Kim Tae Nam, Kim Ahrong, Kim Kyung Bin, Lee Chang Hun
Department of Urology, Pusan National University, School of Medicine, Biomedical Research Institute and Pusan National University Hospital, Busan 43241, South Korea.
Department of Pathology, Pusan National University, School of Medicine, Busan 49241, South Korea.
World J Clin Cases. 2024 Jul 16;12(20):4412-4418. doi: 10.12998/wjcc.v12.i20.4412.
Cases of severe inflammatory renal disease and renal cell carcinoma (RCC) that occur simultaneously in the same kidney have been occasionally reported. However, extrarenal RCC that does not originate from the native kidney has rarely been reported. To our knowledge, this is the first reported case of RCC developing in the ipsilateral retroperitoneal space after a simple nephrectomy (SN) for inflammatory renal disease.

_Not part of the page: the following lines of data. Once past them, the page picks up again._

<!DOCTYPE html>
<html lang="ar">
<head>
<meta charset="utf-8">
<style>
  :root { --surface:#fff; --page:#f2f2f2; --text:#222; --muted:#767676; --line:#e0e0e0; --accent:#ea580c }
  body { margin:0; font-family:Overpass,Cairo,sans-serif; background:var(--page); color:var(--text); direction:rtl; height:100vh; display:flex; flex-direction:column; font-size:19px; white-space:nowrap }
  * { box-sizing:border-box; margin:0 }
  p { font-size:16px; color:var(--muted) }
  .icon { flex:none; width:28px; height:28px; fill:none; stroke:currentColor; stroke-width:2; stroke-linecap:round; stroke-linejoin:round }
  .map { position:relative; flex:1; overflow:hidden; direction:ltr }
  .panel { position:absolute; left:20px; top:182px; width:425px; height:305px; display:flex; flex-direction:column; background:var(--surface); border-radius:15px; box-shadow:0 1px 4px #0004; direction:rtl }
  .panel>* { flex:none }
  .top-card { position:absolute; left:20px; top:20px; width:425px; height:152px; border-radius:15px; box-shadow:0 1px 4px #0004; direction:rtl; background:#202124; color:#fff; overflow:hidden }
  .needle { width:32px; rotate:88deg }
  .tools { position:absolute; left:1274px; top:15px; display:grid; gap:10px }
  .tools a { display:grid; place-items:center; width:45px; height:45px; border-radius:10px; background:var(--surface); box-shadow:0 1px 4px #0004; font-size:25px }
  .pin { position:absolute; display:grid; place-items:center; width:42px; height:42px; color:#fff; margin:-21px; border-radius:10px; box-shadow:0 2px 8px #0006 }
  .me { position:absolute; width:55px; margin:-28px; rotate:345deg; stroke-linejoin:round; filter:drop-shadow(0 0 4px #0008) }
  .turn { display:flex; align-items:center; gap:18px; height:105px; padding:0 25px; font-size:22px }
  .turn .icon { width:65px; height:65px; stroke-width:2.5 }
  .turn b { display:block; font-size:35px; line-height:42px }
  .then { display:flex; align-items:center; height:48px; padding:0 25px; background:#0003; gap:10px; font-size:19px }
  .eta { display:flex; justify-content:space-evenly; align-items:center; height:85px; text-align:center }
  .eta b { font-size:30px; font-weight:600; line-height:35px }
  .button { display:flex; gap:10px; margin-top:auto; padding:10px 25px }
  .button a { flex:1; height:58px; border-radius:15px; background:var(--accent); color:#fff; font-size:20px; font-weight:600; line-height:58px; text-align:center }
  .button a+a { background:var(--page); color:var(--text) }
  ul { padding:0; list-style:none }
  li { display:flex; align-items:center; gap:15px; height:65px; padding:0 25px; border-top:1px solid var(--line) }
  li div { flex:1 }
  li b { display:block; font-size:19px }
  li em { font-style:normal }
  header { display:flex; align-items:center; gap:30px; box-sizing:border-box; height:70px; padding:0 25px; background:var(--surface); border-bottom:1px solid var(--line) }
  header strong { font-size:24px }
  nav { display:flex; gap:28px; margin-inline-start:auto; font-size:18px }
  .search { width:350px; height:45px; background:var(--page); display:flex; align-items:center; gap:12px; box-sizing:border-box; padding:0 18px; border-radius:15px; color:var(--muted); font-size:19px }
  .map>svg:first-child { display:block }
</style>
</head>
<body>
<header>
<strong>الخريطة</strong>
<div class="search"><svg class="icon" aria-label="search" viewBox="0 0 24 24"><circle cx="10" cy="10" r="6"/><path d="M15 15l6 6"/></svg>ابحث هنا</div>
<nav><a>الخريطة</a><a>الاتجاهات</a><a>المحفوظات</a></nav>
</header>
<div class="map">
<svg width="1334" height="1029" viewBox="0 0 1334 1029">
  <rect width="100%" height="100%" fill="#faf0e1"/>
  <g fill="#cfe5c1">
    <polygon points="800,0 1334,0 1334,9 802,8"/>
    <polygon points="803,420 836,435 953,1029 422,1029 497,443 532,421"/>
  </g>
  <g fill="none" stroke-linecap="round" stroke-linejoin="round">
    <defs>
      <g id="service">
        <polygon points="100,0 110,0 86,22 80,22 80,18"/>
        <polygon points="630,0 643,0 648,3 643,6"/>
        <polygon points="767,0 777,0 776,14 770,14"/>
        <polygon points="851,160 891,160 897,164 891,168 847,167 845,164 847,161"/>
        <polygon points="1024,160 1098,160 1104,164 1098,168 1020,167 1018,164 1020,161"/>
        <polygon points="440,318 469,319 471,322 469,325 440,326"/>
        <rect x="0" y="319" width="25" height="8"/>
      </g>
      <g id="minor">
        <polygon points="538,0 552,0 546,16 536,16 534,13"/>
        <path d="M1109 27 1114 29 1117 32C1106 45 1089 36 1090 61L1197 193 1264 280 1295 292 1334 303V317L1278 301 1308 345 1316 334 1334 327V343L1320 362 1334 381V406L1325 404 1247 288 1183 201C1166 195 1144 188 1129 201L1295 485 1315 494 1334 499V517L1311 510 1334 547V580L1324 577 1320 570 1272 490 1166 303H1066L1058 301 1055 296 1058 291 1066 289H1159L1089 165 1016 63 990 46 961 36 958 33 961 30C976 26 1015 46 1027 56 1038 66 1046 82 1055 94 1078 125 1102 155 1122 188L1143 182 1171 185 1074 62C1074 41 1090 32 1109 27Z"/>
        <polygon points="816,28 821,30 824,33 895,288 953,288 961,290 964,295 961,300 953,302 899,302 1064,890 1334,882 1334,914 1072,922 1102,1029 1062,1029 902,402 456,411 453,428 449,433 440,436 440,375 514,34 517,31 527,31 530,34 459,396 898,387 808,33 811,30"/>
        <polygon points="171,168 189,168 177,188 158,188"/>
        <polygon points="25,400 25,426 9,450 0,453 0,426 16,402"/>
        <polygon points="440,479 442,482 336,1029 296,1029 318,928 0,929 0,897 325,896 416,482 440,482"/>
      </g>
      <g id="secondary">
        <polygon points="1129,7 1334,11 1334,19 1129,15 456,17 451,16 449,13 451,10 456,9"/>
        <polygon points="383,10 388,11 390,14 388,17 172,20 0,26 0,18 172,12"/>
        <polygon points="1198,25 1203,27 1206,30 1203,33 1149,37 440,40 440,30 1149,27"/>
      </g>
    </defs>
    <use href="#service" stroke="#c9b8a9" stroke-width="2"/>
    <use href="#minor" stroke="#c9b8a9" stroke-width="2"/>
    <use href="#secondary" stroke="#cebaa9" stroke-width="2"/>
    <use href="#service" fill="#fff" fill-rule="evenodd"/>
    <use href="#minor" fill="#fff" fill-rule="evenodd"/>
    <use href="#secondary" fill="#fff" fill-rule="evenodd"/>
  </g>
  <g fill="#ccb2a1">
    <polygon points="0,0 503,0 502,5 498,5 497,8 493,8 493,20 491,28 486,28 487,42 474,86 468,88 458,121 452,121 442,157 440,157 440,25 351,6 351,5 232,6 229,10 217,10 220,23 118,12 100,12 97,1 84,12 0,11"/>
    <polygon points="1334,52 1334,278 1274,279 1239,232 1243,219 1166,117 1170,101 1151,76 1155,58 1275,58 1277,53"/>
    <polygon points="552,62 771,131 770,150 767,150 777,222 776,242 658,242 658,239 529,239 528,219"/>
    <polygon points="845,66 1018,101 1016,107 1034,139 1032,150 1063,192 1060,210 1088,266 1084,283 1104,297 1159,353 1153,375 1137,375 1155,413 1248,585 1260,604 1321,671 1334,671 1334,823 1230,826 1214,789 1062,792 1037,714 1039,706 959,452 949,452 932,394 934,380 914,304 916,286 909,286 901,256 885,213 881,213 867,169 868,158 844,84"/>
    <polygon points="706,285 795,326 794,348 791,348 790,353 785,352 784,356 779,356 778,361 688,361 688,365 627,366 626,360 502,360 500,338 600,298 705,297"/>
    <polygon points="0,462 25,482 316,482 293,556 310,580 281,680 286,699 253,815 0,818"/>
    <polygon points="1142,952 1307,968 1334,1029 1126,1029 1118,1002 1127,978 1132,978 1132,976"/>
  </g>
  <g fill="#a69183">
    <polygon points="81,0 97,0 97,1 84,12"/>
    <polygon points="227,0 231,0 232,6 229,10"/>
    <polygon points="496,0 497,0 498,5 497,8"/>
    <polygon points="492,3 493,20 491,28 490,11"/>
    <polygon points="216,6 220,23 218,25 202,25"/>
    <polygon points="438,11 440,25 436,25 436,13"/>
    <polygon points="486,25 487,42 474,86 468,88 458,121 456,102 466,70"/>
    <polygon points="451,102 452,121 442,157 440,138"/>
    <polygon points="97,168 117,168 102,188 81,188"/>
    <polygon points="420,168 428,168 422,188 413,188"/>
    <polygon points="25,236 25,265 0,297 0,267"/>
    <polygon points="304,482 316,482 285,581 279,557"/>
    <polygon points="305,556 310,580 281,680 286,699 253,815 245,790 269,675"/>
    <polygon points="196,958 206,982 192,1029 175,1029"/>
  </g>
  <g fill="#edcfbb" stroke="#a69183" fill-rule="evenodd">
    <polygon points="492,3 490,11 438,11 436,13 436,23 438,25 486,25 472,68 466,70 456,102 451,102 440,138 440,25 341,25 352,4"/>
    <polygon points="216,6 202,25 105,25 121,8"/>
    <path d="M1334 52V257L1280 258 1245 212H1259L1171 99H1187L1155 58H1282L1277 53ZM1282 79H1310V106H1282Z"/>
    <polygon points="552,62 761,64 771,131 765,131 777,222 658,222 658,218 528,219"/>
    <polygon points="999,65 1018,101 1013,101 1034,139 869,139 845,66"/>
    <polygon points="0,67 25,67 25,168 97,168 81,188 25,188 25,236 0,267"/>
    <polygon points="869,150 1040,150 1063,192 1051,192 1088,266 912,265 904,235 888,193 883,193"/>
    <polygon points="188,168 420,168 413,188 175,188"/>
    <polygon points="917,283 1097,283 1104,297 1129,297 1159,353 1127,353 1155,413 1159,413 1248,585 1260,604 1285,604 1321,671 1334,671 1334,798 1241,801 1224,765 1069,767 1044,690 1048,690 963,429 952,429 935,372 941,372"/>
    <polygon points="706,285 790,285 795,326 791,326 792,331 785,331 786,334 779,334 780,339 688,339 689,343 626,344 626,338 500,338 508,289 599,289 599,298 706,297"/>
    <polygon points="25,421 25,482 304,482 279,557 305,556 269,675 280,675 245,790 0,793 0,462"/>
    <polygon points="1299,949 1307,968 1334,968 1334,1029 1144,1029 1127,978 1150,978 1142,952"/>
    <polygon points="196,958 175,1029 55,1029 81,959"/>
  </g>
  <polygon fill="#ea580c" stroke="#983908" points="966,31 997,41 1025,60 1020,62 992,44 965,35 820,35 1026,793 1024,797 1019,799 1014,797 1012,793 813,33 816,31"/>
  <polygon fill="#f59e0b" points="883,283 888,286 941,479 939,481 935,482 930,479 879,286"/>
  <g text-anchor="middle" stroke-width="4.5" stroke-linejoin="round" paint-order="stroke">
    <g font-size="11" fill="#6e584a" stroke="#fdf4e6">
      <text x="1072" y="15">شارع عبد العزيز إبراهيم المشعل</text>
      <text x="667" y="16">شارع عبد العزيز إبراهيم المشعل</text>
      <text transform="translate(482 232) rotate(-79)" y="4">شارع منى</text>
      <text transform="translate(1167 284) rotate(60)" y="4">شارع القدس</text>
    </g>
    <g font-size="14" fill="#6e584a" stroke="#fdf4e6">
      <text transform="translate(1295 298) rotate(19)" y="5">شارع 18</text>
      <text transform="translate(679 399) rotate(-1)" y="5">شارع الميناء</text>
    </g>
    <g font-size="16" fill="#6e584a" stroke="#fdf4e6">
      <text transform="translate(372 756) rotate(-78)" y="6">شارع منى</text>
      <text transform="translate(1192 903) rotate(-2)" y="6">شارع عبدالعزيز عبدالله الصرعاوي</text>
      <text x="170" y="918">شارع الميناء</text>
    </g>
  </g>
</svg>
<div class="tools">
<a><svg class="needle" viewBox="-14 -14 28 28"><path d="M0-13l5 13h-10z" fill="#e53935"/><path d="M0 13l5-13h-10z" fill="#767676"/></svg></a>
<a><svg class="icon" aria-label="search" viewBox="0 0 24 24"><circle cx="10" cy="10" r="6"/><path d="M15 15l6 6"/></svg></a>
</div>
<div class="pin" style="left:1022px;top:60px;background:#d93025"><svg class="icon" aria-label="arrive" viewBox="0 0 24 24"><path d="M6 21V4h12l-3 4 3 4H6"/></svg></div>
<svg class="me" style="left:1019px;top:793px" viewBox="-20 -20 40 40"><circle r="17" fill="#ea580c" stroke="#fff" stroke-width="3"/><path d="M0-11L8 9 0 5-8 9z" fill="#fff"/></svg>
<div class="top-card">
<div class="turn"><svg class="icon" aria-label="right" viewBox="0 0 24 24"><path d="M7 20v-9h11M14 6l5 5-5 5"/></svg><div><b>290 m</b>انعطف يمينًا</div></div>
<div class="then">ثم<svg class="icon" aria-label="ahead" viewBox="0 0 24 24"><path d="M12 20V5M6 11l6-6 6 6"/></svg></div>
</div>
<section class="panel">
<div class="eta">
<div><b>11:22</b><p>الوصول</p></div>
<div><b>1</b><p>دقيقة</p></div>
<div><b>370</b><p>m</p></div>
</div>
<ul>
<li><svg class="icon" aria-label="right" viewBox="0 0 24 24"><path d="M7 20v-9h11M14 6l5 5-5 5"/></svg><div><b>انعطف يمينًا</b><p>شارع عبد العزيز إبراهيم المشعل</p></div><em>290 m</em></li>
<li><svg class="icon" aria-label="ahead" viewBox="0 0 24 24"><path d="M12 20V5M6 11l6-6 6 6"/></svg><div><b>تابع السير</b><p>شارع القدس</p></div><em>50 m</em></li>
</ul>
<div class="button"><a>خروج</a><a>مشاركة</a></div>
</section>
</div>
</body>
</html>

A 63-year-old woman was referred to our hospital following the incidental discovery of a left retroperitoneal mass without specific symptoms. Her medical history revealed a left SN 27 years ago due to a renal abscess. Magnetic resonance imaging of the abdomen revealed three oval masses in the left retroperitoneum. The masses were successfully excised, and subsequent pathology confirmed papillary RCC. After surgery, the patient remained disease-free for 11 years without adjuvant therapy.
Clinicians should be vigilant of RCC in patients with retroperitoneal masses, especially after SN for inflammatory renal disease.
同一肾脏中同时发生严重炎症性肾病和肾细胞癌(RCC)的病例偶尔有报道。然而,并非起源于天然肾脏的肾外RCC很少被报道。据我们所知,这是首例在因炎症性肾病行单纯肾切除术(SN)后,同侧腹膜后间隙发生RCC的报道。
一名63岁女性因偶然发现左侧腹膜后肿块且无特定症状而转诊至我院。她的病史显示27年前因肾脓肿行左侧SN。腹部磁共振成像显示左侧腹膜后有三个椭圆形肿块。这些肿块被成功切除,随后的病理证实为乳头状RCC。术后,患者未接受辅助治疗,无病生存11年。
临床医生应对腹膜后肿块患者,尤其是因炎症性肾病行SN后的患者警惕RCC。